Brief: Give again, exactly as they appear, only the lines from the one containing "M407 1630 433 1718" through the last line of the material below.

Information provided:
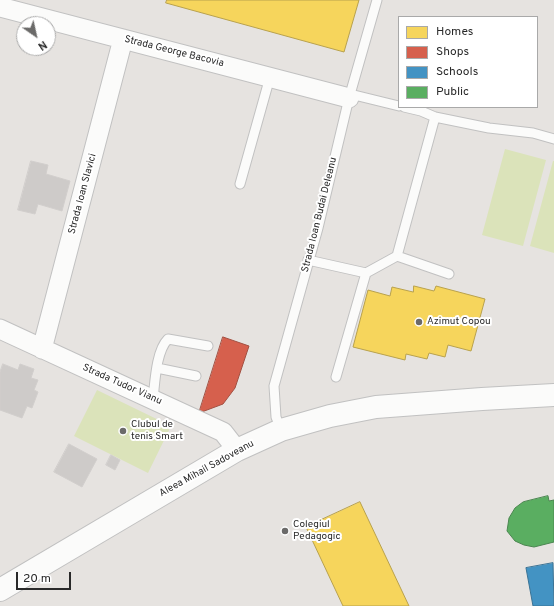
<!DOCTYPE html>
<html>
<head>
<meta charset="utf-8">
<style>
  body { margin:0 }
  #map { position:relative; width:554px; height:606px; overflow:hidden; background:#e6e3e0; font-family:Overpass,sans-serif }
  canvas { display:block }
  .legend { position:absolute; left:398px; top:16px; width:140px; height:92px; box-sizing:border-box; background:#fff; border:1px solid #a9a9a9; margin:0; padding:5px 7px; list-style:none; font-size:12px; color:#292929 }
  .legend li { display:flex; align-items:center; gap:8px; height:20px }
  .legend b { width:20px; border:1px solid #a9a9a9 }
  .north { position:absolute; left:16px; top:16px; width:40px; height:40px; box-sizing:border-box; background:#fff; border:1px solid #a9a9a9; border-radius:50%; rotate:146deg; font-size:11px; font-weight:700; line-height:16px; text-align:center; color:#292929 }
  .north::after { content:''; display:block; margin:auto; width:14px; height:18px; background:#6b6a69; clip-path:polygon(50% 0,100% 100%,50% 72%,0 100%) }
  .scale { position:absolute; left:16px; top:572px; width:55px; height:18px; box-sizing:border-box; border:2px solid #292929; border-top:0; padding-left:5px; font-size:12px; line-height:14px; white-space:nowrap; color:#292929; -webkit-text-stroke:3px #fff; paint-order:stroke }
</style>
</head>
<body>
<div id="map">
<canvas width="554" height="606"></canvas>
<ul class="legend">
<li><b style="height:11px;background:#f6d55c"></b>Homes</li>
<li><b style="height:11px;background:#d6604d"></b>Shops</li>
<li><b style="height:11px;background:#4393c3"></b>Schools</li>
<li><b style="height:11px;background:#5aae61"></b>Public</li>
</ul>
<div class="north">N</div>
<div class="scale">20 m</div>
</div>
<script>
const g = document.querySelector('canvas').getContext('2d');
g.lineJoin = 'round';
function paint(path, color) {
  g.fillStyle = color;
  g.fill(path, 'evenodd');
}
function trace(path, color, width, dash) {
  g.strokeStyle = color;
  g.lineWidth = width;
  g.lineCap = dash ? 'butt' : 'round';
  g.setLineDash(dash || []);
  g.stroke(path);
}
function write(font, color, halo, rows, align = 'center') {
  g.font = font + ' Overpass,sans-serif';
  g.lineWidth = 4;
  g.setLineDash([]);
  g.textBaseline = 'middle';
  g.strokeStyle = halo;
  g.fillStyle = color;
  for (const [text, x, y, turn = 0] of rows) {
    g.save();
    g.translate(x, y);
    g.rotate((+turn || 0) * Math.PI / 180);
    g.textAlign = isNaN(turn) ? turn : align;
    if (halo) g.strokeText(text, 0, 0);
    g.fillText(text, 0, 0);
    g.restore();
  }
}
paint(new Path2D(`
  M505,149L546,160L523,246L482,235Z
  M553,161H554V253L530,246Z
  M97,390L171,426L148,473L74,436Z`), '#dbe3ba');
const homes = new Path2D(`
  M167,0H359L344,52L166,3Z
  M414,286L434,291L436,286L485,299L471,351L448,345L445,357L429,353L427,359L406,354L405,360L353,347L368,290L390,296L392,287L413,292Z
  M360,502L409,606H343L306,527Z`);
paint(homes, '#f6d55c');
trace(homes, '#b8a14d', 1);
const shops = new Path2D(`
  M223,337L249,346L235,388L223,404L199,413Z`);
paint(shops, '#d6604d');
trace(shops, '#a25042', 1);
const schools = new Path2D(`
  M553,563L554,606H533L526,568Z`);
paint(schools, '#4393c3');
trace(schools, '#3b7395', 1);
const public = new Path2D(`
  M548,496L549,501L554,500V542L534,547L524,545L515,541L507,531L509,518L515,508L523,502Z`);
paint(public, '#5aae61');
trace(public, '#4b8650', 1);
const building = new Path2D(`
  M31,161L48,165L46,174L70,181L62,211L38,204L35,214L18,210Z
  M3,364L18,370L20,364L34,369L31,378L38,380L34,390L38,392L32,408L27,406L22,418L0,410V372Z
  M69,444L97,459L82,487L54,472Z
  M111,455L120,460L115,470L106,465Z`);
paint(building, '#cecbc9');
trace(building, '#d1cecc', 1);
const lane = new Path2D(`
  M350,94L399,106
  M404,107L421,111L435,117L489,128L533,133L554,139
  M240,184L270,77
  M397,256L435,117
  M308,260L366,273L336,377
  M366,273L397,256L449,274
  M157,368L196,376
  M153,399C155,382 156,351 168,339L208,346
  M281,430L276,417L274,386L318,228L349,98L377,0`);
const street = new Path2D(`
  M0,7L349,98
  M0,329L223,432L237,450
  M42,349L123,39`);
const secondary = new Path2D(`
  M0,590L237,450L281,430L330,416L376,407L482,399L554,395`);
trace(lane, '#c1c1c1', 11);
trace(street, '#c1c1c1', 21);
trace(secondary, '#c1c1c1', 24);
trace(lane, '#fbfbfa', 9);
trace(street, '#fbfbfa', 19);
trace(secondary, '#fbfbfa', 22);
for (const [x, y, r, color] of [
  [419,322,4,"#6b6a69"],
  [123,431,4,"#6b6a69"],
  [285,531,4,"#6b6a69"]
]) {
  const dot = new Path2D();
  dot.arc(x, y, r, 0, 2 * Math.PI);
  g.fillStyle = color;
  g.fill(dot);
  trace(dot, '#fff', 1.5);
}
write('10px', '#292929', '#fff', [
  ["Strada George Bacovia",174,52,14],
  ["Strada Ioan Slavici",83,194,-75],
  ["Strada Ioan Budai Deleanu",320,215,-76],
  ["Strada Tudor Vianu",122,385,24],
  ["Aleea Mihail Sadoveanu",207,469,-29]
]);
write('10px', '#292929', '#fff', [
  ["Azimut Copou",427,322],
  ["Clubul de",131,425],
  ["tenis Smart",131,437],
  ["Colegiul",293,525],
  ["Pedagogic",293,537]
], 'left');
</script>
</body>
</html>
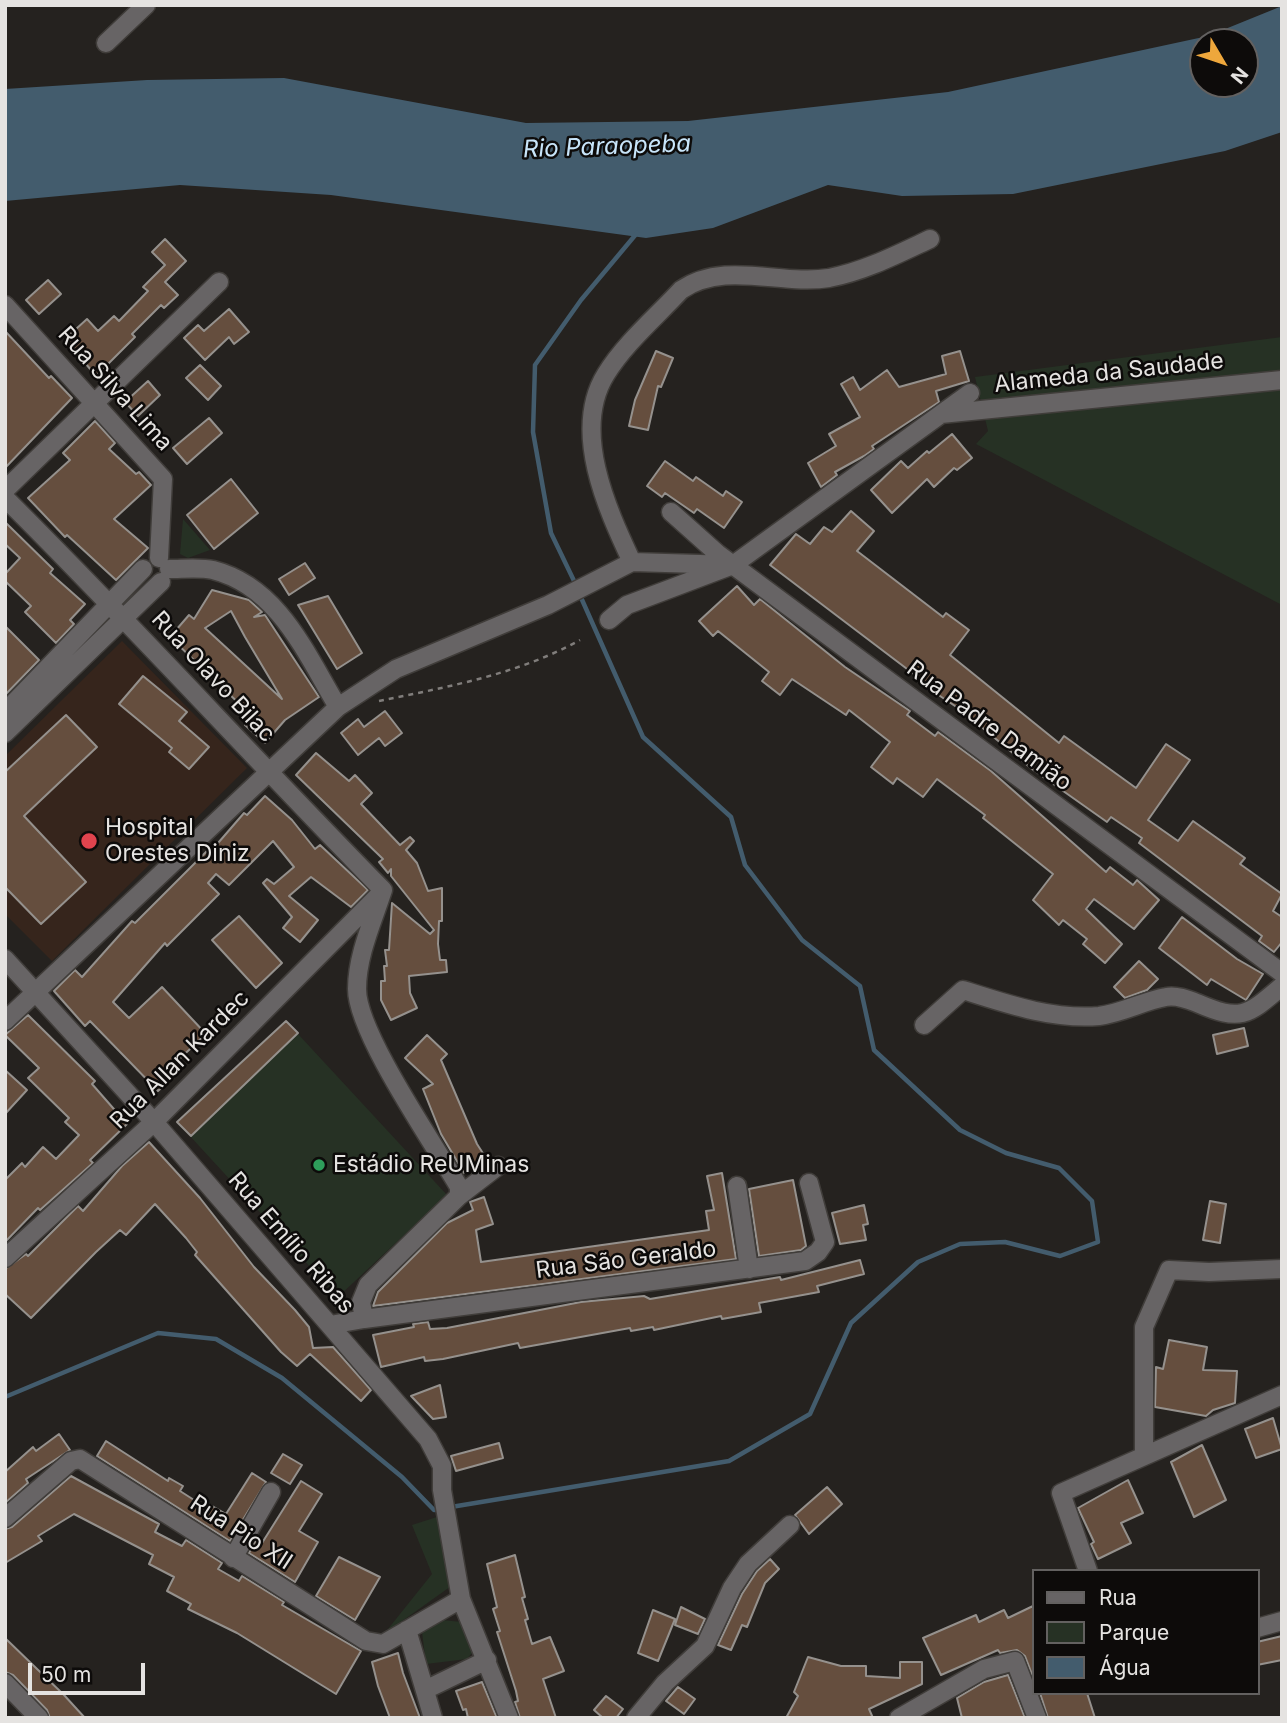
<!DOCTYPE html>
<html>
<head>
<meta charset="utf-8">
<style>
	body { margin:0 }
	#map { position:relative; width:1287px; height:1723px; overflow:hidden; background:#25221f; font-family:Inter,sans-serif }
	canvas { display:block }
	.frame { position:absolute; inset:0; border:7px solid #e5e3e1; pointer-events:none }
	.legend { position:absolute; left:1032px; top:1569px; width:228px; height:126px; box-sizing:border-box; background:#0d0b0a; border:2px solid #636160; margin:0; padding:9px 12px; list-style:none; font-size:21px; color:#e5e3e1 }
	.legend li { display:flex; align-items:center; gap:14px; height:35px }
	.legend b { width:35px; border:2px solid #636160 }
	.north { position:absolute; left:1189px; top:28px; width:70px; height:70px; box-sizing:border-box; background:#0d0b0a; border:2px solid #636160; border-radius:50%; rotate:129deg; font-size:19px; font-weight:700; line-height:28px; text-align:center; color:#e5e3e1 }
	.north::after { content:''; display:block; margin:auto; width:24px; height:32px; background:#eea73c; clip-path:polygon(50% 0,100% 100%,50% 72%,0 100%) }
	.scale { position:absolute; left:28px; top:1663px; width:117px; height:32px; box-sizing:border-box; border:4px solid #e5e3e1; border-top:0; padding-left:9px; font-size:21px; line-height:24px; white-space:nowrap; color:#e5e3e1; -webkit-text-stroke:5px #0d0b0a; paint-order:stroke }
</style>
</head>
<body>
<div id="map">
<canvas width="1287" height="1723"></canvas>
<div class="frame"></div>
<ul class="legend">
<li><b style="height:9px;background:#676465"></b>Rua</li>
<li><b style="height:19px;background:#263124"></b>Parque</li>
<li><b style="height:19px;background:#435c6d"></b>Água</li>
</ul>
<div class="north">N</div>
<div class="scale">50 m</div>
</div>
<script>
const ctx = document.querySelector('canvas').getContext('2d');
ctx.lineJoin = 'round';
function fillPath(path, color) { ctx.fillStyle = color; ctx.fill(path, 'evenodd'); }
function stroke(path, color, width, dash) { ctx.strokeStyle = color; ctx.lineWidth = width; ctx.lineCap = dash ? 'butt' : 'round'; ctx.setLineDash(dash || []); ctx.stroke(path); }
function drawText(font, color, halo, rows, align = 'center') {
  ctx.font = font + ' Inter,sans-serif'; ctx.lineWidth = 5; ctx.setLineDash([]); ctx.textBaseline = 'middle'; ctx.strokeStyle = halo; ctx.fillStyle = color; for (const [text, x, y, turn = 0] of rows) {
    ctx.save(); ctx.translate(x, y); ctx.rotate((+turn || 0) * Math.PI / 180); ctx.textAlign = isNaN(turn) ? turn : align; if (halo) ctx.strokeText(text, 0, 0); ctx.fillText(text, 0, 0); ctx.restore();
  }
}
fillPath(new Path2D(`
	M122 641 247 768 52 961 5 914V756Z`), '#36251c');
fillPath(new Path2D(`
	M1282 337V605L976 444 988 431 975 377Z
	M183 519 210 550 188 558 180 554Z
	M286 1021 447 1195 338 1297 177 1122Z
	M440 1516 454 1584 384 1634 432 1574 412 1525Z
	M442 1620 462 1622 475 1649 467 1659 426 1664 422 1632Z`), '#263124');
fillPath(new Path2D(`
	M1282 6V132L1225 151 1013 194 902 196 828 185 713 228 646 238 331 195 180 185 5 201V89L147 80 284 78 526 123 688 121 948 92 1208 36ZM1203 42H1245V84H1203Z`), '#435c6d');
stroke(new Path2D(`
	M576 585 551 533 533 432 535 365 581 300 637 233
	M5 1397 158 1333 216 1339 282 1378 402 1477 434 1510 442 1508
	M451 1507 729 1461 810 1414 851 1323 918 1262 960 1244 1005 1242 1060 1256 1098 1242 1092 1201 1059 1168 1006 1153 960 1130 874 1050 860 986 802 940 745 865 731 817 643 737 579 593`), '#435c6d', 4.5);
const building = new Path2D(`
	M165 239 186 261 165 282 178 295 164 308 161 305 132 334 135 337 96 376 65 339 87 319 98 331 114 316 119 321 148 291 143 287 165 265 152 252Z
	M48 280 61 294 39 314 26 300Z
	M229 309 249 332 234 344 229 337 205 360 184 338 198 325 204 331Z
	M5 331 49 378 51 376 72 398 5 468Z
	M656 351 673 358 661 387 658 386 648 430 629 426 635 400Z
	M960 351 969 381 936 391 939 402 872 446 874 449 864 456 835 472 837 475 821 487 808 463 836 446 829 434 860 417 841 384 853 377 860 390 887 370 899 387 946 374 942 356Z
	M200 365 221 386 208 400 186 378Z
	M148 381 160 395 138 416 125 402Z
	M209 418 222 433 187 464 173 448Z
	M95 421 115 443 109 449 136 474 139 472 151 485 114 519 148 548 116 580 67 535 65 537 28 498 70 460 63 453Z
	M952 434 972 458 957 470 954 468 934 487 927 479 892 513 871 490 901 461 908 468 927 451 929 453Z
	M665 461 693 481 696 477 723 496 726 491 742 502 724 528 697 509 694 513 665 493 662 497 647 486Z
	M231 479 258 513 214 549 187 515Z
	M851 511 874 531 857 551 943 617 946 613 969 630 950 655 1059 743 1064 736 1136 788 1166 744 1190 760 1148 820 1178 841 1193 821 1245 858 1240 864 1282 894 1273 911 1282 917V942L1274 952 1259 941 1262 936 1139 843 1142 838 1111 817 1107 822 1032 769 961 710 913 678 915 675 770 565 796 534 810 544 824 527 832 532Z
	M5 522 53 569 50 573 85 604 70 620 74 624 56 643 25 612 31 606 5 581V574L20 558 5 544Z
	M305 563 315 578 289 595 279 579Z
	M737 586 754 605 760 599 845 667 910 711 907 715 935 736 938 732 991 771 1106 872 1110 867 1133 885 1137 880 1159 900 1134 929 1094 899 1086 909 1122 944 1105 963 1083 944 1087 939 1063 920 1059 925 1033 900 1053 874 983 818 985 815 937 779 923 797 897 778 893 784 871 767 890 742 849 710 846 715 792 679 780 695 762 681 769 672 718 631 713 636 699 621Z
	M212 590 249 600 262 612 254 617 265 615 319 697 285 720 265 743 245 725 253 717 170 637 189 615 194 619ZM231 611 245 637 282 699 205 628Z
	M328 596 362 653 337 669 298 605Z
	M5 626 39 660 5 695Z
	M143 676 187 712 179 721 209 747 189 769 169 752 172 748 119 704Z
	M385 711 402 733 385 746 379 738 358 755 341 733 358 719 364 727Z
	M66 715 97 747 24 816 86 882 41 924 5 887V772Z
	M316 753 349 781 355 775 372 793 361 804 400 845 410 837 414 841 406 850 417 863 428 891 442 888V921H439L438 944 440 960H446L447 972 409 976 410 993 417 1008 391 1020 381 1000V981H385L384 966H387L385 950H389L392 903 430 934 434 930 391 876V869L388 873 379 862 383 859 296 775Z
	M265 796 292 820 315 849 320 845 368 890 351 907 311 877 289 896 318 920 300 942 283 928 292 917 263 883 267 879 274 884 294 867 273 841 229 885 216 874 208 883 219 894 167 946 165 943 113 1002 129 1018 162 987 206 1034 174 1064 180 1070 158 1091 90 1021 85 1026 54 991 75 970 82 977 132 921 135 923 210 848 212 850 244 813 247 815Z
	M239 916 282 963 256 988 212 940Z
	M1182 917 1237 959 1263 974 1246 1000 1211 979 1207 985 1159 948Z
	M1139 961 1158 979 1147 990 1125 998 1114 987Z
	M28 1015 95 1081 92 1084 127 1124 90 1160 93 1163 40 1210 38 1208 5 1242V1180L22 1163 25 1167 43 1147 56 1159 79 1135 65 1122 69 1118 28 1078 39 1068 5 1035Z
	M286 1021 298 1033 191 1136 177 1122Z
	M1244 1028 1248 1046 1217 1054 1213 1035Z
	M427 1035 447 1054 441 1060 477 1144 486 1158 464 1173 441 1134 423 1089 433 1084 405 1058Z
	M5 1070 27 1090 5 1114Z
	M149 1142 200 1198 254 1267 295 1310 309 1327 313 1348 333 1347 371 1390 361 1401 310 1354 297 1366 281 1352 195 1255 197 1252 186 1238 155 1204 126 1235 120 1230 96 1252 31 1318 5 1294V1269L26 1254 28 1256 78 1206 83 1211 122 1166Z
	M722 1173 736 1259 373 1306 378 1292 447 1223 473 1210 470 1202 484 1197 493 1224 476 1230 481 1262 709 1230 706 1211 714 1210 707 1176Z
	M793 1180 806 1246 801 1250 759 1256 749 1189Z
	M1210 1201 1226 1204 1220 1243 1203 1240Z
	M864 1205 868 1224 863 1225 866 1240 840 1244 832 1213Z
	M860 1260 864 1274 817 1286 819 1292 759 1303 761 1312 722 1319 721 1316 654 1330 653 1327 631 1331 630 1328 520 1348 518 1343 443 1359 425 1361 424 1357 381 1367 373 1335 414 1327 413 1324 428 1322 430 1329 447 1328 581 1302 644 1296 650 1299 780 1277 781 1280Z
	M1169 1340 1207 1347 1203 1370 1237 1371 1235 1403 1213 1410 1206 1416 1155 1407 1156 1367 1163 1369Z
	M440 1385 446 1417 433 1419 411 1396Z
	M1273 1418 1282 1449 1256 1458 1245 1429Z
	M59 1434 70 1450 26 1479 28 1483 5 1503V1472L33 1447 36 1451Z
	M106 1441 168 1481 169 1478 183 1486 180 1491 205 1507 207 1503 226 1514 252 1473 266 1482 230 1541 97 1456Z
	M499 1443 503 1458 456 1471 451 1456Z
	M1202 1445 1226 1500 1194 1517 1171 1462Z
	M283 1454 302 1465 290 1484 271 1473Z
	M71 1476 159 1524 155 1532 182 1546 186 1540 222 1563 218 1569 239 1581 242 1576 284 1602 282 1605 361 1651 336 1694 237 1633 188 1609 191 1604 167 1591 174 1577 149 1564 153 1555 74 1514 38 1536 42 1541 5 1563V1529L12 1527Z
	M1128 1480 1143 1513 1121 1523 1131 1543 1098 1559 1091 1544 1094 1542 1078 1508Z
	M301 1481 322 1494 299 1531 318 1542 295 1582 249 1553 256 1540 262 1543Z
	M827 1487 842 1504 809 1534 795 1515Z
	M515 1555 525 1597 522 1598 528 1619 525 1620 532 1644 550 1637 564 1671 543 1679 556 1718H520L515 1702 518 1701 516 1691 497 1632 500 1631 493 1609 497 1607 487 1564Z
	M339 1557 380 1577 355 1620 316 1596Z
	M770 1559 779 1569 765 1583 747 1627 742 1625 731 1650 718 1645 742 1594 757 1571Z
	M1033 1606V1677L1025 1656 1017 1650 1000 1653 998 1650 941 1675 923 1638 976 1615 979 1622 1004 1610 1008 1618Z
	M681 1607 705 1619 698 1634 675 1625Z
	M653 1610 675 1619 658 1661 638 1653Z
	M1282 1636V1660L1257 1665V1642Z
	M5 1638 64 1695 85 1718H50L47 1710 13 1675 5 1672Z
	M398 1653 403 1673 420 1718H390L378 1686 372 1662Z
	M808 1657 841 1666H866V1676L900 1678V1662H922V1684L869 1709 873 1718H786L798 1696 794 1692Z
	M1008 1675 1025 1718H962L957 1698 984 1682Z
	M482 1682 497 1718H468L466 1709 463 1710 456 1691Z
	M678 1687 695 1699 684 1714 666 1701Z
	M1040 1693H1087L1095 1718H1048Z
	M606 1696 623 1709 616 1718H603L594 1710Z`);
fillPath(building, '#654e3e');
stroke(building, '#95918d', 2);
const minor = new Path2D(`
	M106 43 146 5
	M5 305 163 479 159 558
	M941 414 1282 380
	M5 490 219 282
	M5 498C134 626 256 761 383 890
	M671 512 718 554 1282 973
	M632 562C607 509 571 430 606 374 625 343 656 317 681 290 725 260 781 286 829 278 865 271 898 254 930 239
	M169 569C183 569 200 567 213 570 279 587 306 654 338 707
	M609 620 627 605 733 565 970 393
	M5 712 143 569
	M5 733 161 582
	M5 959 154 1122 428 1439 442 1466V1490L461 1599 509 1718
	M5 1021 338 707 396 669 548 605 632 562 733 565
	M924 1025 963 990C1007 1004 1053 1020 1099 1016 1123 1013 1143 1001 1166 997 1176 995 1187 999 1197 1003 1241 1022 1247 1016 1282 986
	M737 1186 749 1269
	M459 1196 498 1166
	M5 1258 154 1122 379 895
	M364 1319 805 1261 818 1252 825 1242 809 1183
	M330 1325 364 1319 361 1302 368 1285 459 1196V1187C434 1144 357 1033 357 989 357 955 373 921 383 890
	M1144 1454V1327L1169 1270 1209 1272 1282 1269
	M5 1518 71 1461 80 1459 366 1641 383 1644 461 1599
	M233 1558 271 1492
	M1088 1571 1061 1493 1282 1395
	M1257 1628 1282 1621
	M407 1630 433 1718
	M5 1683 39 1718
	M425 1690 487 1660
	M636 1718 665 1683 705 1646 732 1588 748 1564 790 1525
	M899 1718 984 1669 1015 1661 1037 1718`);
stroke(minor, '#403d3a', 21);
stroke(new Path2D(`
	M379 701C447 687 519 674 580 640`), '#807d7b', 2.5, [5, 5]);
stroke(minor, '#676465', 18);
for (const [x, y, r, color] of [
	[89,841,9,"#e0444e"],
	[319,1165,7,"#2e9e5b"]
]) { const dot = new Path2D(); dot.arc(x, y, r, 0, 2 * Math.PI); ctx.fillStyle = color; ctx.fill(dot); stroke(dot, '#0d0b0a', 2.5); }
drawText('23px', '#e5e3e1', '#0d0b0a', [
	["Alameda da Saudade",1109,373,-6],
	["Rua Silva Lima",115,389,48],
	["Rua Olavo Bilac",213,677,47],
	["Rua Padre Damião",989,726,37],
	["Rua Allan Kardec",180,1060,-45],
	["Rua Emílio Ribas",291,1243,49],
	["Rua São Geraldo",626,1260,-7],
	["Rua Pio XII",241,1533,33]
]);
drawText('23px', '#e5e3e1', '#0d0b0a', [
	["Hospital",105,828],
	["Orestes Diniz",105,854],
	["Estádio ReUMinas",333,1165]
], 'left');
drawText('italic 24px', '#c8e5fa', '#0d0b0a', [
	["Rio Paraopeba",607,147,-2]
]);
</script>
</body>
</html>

Written answer:
	M407 1630 433 1718
	M5 1683 39 1718
	M425 1690 487 1660
	M636 1718 665 1683 705 1646 732 1588 748 1564 790 1525
	M899 1718 984 1669 1015 1661 1037 1718`);
stroke(minor, '#403d3a', 21);
stroke(new Path2D(`
	M379 701C447 687 519 674 580 640`), '#807d7b', 2.5, [5, 5]);
stroke(minor, '#676465', 18);
for (const [x, y, r, color] of [
	[89,841,9,"#e0444e"],
	[319,1165,7,"#2e9e5b"]
]) { const dot = new Path2D(); dot.arc(x, y, r, 0, 2 * Math.PI); ctx.fillStyle = color; ctx.fill(dot); stroke(dot, '#0d0b0a', 2.5); }
drawText('23px', '#e5e3e1', '#0d0b0a', [
	["Alameda da Saudade",1109,373,-6],
	["Rua Silva Lima",115,389,48],
	["Rua Olavo Bilac",213,677,47],
	["Rua Padre Damião",989,726,37],
	["Rua Allan Kardec",180,1060,-45],
	["Rua Emílio Ribas",291,1243,49],
	["Rua São Geraldo",626,1260,-7],
	["Rua Pio XII",241,1533,33]
]);
drawText('23px', '#e5e3e1', '#0d0b0a', [
	["Hospital",105,828],
	["Orestes Diniz",105,854],
	["Estádio ReUMinas",333,1165]
], 'left');
drawText('italic 24px', '#c8e5fa', '#0d0b0a', [
	["Rio Paraopeba",607,147,-2]
]);
</script>
</body>
</html>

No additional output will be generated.